● Exercise objective
In your copy of the data, include no pictures and alter nothing else.

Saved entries
= = =

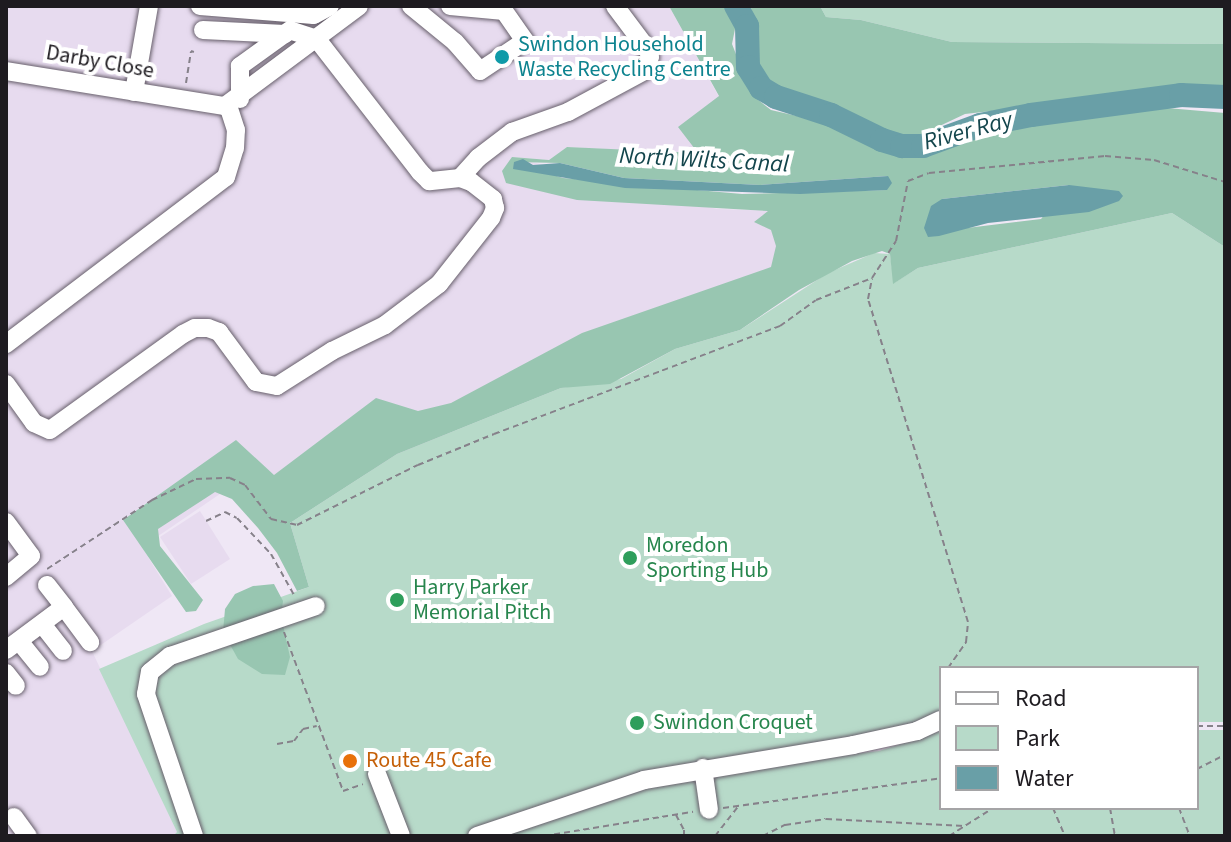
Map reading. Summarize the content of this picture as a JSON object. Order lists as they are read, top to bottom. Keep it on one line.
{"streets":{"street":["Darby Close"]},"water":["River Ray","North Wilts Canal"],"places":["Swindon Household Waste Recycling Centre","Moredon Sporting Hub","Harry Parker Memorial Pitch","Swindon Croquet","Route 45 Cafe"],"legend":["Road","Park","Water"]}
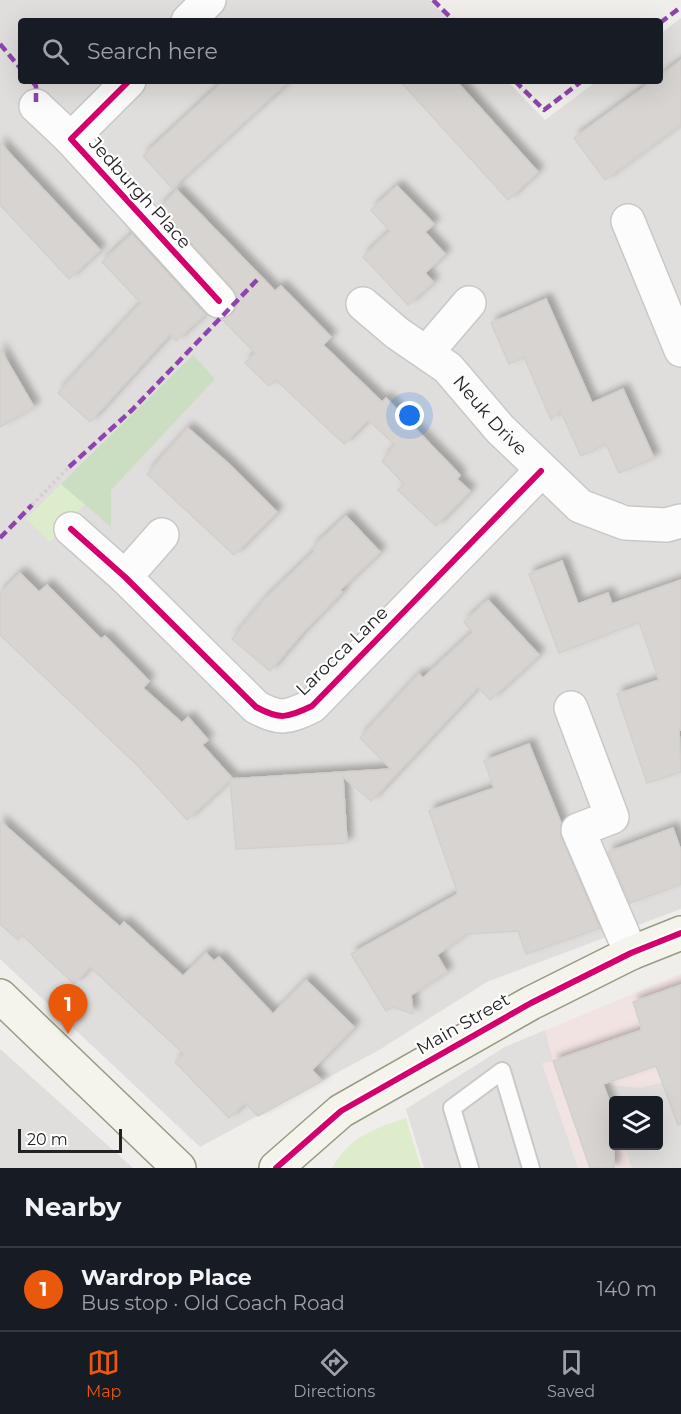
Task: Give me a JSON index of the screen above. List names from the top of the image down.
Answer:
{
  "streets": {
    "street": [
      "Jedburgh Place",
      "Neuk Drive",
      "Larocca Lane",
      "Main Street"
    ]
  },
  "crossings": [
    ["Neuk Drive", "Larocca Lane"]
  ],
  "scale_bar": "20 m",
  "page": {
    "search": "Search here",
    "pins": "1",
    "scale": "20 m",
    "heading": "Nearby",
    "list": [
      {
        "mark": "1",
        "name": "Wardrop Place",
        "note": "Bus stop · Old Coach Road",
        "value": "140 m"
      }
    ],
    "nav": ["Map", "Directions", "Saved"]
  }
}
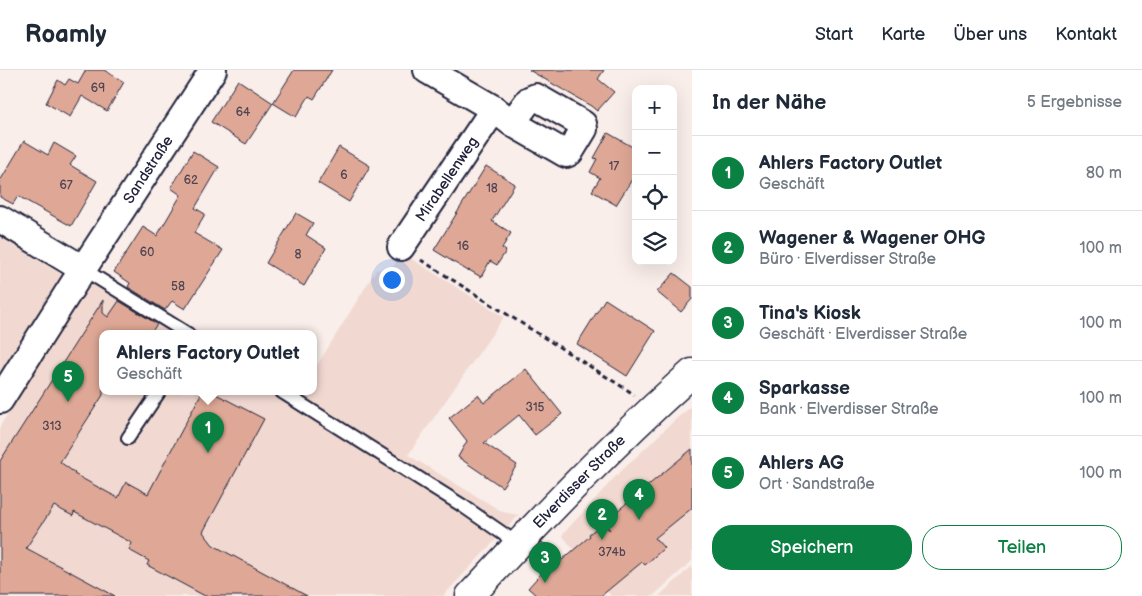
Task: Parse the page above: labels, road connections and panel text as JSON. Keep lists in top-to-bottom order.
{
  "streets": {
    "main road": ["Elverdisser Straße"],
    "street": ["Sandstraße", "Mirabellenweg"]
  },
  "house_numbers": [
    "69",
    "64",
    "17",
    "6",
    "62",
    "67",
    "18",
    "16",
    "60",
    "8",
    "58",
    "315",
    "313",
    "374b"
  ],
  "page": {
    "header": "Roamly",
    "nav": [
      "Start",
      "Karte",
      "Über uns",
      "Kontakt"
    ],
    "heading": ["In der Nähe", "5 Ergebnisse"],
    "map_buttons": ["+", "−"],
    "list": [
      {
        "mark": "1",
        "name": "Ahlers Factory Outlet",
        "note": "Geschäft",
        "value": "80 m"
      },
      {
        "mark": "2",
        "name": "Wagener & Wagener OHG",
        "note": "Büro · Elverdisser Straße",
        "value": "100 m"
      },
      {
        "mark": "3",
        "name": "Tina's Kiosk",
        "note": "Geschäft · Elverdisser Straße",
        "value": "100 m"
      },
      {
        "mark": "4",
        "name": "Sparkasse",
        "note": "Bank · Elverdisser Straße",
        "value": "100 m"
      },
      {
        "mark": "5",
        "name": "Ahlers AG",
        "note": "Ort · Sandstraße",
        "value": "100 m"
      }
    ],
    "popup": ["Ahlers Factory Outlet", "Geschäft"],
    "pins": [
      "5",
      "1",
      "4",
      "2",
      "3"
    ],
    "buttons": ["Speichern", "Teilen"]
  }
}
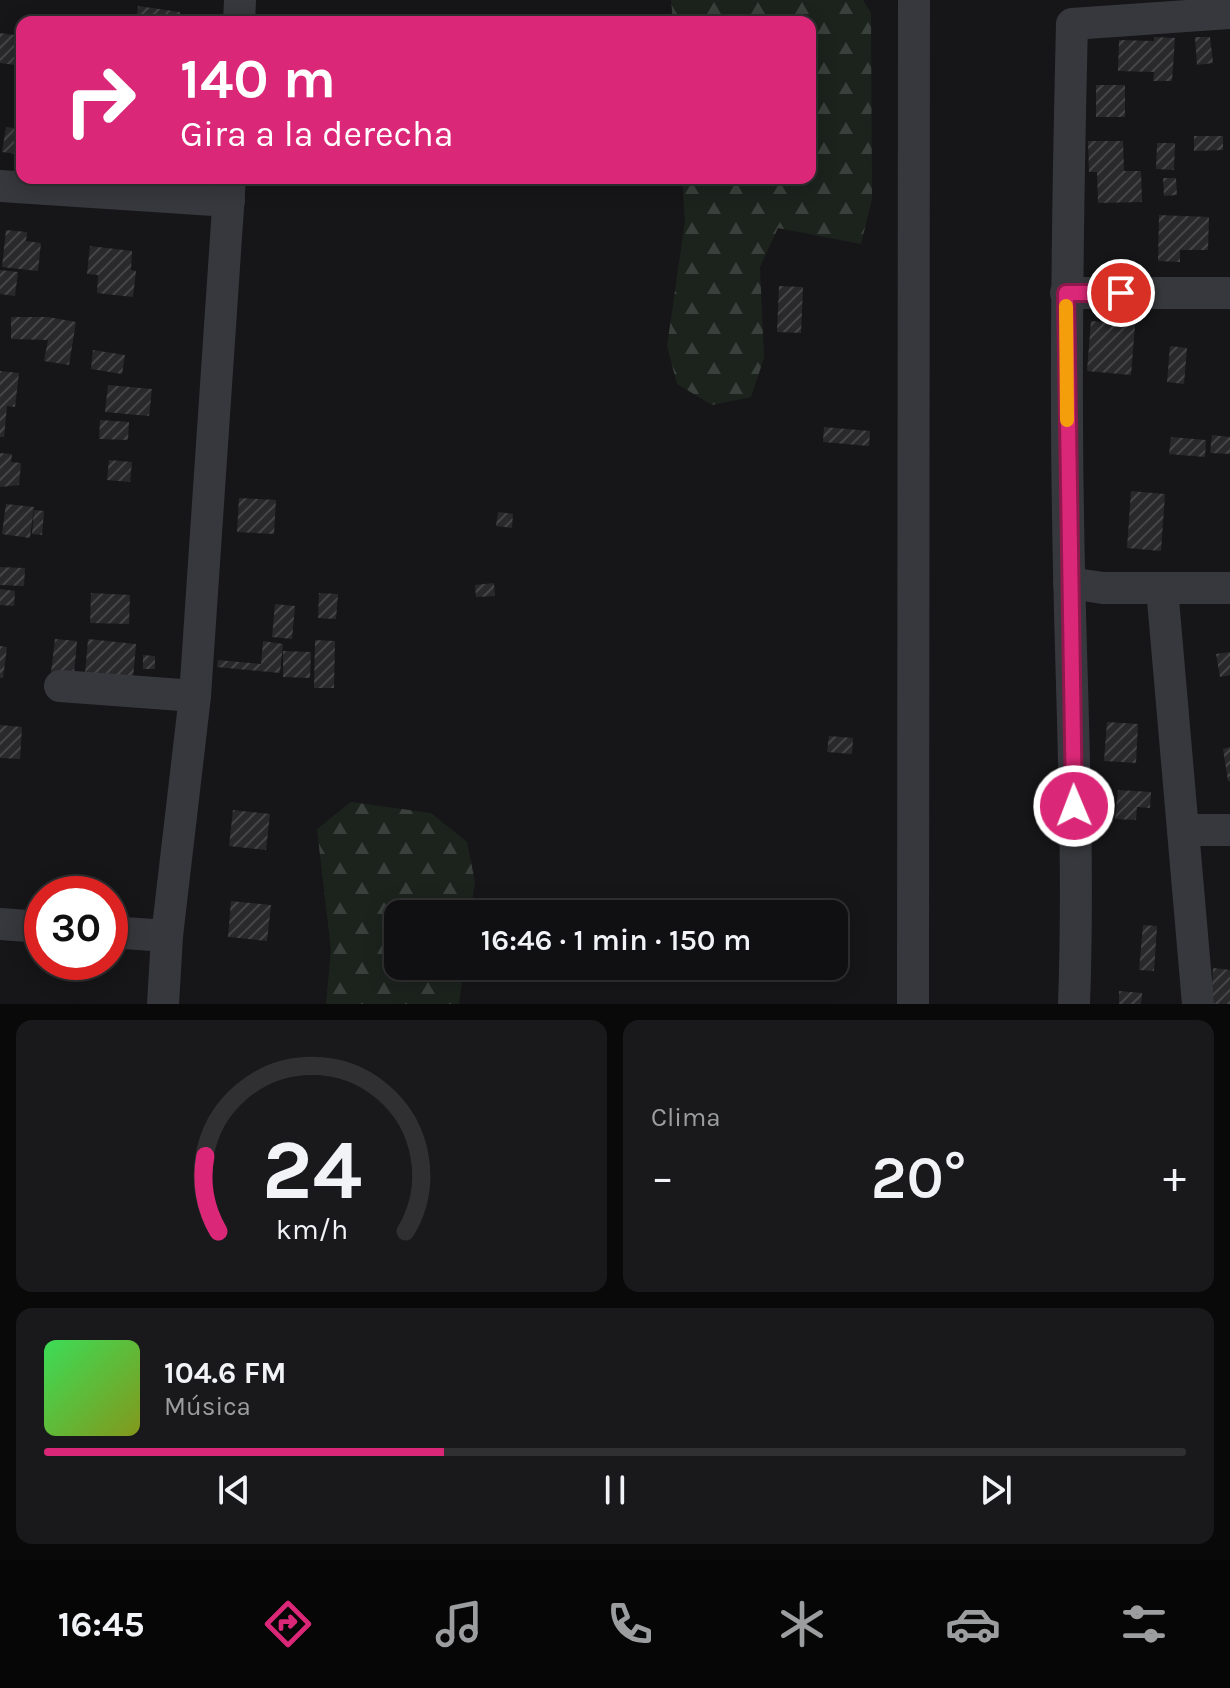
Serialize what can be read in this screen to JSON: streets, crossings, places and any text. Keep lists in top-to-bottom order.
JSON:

= = =

● Solution
Map reading. Summarize the content of this picture as a JSON object. Order lists as they are read, top to bottom. Keep it on one line.
{"streets":{"street":["Darby Close"]},"water":["River Ray","North Wilts Canal"],"places":["Swindon Household Waste Recycling Centre","Moredon Sporting Hub","Harry Parker Memorial Pitch","Swindon Croquet","Route 45 Cafe"],"legend":["Road","Park","Water"]}
Task: Give me a JSON index of the screen above. List names from the top of the image down.
Answer:
{
  "streets": {
    "street": [
      "Jedburgh Place",
      "Neuk Drive",
      "Larocca Lane",
      "Main Street"
    ]
  },
  "crossings": [
    ["Neuk Drive", "Larocca Lane"]
  ],
  "scale_bar": "20 m",
  "page": {
    "search": "Search here",
    "pins": "1",
    "scale": "20 m",
    "heading": "Nearby",
    "list": [
      {
        "mark": "1",
        "name": "Wardrop Place",
        "note": "Bus stop · Old Coach Road",
        "value": "140 m"
      }
    ],
    "nav": ["Map", "Directions", "Saved"]
  }
}
Task: Parse the page above: labels, road connections and panel text as JSON. Keep lists in top-to-bottom order.
{
  "streets": {
    "main road": ["Elverdisser Straße"],
    "street": ["Sandstraße", "Mirabellenweg"]
  },
  "house_numbers": [
    "69",
    "64",
    "17",
    "6",
    "62",
    "67",
    "18",
    "16",
    "60",
    "8",
    "58",
    "315",
    "313",
    "374b"
  ],
  "page": {
    "header": "Roamly",
    "nav": [
      "Start",
      "Karte",
      "Über uns",
      "Kontakt"
    ],
    "heading": ["In der Nähe", "5 Ergebnisse"],
    "map_buttons": ["+", "−"],
    "list": [
      {
        "mark": "1",
        "name": "Ahlers Factory Outlet",
        "note": "Geschäft",
        "value": "80 m"
      },
      {
        "mark": "2",
        "name": "Wagener & Wagener OHG",
        "note": "Büro · Elverdisser Straße",
        "value": "100 m"
      },
      {
        "mark": "3",
        "name": "Tina's Kiosk",
        "note": "Geschäft · Elverdisser Straße",
        "value": "100 m"
      },
      {
        "mark": "4",
        "name": "Sparkasse",
        "note": "Bank · Elverdisser Straße",
        "value": "100 m"
      },
      {
        "mark": "5",
        "name": "Ahlers AG",
        "note": "Ort · Sandstraße",
        "value": "100 m"
      }
    ],
    "popup": ["Ahlers Factory Outlet", "Geschäft"],
    "pins": [
      "5",
      "1",
      "4",
      "2",
      "3"
    ],
    "buttons": ["Speichern", "Teilen"]
  }
}
Serialize what can be read in this screen to JSON: streets, crossings, places and any text. Keep lists in top-to-bottom order.
JSON:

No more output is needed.